# Girlfriend/Daughter meeting advice?



## RandomDude (Dec 18, 2010)

My ex and I are co-parents (not yet divorced) and our daughter is soon to start primary. Last year I met someone, and this year we became a couple. Now comes the uncomfortable inevitability of the girlfriend-daughter meetup.

What steps should be taken to keep things drama-free?


----------



## HypnoHealer (Feb 14, 2014)

Don't make it dramatic. Have a meal. Do simple stuff. Don't have your bf go out of her way.


----------



## RandomDude (Dec 18, 2010)

Thats the plan for tomorrow, also introducing her as a friend first before anything else, my primary concern is my daughter's reaction considering shes always on about daddy coming home. How do you prepare a child for this?


----------



## Jellybeans (Mar 8, 2011)

Be kind.
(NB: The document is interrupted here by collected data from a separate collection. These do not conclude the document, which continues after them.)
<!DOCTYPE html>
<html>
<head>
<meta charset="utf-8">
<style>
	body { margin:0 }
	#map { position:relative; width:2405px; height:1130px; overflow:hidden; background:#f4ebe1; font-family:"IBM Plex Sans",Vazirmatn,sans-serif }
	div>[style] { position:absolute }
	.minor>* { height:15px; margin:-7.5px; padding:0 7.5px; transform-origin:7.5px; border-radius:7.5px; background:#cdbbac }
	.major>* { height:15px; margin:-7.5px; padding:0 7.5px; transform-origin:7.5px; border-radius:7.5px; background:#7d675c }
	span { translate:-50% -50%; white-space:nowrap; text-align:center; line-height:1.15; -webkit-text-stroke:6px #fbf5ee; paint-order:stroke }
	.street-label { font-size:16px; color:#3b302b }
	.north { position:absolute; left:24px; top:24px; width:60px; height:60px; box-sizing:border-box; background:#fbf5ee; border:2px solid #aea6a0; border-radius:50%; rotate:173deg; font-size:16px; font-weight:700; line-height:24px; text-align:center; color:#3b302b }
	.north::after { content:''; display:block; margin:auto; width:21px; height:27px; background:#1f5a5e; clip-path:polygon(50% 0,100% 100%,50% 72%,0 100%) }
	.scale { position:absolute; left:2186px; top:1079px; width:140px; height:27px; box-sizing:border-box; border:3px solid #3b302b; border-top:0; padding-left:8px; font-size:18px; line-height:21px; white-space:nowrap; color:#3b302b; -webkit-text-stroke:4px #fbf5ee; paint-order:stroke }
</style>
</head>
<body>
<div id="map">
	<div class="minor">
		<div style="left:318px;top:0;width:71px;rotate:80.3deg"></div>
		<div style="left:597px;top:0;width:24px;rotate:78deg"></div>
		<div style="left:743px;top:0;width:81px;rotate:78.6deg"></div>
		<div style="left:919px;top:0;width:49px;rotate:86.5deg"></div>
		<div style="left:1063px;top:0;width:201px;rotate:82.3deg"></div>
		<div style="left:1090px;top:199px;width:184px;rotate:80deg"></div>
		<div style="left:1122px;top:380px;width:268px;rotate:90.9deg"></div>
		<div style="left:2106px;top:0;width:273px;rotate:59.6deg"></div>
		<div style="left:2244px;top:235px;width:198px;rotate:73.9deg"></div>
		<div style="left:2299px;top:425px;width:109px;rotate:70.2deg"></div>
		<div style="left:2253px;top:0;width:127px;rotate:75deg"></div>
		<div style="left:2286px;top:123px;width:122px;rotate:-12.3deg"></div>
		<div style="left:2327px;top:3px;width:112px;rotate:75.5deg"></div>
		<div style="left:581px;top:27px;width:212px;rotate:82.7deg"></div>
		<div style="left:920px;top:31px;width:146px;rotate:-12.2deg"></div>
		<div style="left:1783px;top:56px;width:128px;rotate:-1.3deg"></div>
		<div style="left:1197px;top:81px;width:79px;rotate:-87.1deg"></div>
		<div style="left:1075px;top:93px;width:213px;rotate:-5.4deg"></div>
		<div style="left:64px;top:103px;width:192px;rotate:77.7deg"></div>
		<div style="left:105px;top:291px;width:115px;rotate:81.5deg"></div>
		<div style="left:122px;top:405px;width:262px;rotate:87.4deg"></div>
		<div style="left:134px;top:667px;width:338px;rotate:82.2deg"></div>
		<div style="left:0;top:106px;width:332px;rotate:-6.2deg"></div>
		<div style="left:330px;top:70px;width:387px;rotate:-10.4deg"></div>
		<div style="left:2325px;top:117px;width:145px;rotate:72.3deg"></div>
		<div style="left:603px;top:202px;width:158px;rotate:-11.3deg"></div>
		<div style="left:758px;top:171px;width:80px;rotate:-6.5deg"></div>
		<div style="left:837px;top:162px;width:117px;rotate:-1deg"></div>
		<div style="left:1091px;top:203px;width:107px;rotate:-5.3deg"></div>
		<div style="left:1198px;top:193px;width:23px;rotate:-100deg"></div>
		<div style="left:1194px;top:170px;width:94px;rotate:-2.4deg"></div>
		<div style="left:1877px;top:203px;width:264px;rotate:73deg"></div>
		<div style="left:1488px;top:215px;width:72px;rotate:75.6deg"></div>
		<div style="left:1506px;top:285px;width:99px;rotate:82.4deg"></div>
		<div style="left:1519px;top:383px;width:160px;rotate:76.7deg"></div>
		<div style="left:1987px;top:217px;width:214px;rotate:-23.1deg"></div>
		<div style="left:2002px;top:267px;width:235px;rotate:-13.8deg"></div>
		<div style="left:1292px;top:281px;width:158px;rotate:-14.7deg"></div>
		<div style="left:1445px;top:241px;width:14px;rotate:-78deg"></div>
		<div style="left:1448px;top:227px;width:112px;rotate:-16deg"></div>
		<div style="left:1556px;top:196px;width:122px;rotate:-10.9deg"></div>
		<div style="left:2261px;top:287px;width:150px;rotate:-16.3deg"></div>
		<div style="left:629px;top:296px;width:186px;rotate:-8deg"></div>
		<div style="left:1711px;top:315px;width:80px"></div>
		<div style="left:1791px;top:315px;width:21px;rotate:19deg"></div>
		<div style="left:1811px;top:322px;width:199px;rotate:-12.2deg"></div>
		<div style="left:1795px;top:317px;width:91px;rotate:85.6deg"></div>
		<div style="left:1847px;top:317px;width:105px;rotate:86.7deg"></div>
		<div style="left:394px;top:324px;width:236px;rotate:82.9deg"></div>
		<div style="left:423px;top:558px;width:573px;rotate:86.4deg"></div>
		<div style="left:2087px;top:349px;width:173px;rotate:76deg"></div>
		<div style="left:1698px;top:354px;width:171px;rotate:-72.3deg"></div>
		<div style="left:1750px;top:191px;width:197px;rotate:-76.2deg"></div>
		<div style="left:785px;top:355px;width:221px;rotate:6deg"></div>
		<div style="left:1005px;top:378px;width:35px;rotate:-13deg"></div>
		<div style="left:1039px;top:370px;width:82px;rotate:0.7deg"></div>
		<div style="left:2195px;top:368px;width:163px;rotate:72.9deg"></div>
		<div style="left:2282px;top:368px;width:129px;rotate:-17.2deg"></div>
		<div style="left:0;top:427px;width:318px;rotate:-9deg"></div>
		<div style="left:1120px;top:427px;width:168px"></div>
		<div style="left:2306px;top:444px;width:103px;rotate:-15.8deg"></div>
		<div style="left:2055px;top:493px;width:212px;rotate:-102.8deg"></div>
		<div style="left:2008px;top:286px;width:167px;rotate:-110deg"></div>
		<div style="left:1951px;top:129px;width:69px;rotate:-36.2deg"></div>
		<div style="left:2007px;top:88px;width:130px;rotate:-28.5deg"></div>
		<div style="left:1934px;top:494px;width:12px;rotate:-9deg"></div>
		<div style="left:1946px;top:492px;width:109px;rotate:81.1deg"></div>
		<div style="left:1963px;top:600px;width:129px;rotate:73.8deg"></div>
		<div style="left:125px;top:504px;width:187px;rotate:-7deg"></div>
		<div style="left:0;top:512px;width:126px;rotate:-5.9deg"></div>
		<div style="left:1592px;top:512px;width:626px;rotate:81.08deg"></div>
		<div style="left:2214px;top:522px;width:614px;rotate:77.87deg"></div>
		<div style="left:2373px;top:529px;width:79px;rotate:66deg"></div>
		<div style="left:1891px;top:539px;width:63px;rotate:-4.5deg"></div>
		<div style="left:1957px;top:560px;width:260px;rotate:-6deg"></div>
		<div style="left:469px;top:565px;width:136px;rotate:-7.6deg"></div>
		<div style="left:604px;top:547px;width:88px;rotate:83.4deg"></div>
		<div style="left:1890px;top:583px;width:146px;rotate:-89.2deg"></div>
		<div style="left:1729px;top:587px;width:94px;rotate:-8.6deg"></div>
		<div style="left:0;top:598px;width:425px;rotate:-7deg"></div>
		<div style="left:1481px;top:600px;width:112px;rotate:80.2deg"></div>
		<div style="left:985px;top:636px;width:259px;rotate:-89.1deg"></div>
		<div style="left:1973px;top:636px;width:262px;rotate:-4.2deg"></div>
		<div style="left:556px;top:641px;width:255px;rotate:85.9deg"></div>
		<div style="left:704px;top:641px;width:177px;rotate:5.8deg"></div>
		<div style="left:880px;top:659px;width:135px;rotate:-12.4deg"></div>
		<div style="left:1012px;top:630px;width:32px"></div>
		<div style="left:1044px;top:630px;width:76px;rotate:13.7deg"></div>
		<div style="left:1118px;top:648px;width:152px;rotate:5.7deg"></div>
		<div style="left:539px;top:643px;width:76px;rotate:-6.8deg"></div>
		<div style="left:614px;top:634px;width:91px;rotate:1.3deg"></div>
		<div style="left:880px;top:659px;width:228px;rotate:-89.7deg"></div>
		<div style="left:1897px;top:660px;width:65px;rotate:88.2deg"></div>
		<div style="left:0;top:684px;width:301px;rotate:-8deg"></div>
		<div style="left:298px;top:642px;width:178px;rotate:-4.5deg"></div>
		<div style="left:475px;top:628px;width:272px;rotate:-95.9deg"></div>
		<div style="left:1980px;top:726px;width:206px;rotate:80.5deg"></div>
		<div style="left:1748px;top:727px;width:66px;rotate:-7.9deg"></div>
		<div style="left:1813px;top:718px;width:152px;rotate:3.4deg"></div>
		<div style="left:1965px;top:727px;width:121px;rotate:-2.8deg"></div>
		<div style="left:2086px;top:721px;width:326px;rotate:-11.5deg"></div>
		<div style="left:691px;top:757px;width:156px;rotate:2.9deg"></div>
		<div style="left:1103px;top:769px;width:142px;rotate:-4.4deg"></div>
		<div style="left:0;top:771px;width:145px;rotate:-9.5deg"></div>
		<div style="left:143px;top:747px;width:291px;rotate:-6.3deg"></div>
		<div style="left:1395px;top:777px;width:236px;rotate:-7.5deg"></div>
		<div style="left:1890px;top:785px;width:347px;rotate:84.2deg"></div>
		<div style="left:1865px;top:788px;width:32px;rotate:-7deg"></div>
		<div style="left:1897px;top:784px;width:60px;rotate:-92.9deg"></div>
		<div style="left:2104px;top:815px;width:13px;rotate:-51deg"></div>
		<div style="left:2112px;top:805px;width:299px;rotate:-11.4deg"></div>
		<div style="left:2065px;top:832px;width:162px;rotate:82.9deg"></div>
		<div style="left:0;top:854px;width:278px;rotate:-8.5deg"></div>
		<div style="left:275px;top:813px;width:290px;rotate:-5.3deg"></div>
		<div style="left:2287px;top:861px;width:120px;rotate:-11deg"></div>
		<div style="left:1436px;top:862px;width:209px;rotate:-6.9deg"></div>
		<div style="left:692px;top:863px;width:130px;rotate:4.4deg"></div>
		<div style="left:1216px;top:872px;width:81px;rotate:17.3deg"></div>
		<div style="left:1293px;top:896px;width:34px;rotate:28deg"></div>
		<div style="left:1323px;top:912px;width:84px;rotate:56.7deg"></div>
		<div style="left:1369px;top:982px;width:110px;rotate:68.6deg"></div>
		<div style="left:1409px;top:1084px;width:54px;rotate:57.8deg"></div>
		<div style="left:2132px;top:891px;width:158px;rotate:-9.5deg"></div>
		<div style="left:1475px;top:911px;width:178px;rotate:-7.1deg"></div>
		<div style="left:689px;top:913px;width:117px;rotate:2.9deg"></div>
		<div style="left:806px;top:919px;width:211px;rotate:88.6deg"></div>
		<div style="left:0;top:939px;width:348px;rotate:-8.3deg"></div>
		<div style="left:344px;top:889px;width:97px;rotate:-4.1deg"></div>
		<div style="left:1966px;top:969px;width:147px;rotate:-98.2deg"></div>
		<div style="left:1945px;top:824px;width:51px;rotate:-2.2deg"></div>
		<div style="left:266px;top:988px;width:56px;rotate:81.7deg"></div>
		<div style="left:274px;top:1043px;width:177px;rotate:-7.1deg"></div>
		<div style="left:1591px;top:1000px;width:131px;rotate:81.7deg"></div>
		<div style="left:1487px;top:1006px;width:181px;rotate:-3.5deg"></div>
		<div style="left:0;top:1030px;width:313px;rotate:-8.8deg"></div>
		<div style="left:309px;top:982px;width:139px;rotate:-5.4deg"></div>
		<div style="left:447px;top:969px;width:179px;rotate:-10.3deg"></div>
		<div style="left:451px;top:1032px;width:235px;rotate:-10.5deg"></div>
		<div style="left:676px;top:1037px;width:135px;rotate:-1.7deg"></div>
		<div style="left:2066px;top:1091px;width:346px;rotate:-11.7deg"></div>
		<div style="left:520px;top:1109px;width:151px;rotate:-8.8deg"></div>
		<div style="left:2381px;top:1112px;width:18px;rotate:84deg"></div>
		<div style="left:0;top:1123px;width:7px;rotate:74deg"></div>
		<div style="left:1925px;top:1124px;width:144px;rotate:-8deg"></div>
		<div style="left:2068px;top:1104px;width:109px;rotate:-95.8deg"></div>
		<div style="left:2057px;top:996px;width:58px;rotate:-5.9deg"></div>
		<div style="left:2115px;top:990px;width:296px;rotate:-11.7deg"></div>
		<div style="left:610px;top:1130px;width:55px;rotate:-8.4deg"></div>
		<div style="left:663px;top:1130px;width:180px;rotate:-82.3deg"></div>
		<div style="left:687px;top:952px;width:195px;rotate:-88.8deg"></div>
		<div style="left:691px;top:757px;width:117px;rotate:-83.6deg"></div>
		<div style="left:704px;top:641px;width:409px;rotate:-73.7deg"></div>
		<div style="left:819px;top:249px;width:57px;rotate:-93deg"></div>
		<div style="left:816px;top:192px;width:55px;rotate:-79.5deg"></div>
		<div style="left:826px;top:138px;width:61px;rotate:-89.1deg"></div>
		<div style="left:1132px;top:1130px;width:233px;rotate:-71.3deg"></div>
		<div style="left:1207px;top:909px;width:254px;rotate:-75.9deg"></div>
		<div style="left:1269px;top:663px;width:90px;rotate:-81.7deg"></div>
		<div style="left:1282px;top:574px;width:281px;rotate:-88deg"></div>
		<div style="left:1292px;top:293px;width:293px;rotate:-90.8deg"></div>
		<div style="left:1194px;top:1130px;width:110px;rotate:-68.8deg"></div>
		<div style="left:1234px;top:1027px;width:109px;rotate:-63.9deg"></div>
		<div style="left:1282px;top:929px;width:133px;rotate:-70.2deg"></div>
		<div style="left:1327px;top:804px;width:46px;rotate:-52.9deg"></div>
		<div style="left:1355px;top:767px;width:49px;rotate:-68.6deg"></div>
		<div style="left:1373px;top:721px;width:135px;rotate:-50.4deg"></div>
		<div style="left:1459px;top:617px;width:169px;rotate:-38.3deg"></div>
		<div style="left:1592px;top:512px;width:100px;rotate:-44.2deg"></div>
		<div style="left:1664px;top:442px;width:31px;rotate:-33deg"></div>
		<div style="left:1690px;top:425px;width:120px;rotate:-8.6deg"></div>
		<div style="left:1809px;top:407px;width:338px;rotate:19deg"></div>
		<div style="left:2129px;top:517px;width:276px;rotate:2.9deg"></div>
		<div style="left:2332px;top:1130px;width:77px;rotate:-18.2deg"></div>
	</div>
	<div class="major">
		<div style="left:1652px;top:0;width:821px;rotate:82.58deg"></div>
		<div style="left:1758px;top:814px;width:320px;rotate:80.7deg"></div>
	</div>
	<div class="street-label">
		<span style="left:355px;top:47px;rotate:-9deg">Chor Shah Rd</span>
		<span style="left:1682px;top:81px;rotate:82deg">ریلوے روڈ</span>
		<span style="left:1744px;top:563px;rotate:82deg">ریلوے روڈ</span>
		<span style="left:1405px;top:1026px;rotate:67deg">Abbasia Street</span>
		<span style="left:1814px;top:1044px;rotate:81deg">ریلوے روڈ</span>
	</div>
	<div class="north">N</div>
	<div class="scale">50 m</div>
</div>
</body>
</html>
Treat everyone politely.

Don't be a d!ck.


----------



## RandomDude (Dec 18, 2010)

It was mentioned in another thread that an ill prepared meeting may result in repercussions, any other things to consider?


----------



## frusdil (Sep 5, 2013)

How long have you been with your new gf OP? I would wait as long as possible before introducing your daughter to any new gf, particularly as she still wants daddy to go home.

It will likely be very confusing for her.

It was a good six to seven months before I met my husbands daughter, and then the visits were kept very short - dinner together and not long after I would go home. No sleepovers until I moved in while she was there.


----------



## RandomDude (Dec 18, 2010)

We've been together throughout last year as exclusive FWBs, and became an "official" couple this year. So it's roughly around the same timeframe as yours although we weren't exactly dating "officially". I've kept the two away from each other throughout this time, but now that we are "official" my gf has expressed she has heard so much about my daughter and wants to finally meet her. Not to mention she wishes to see more of me during the weekends - which I have committed for my daughter.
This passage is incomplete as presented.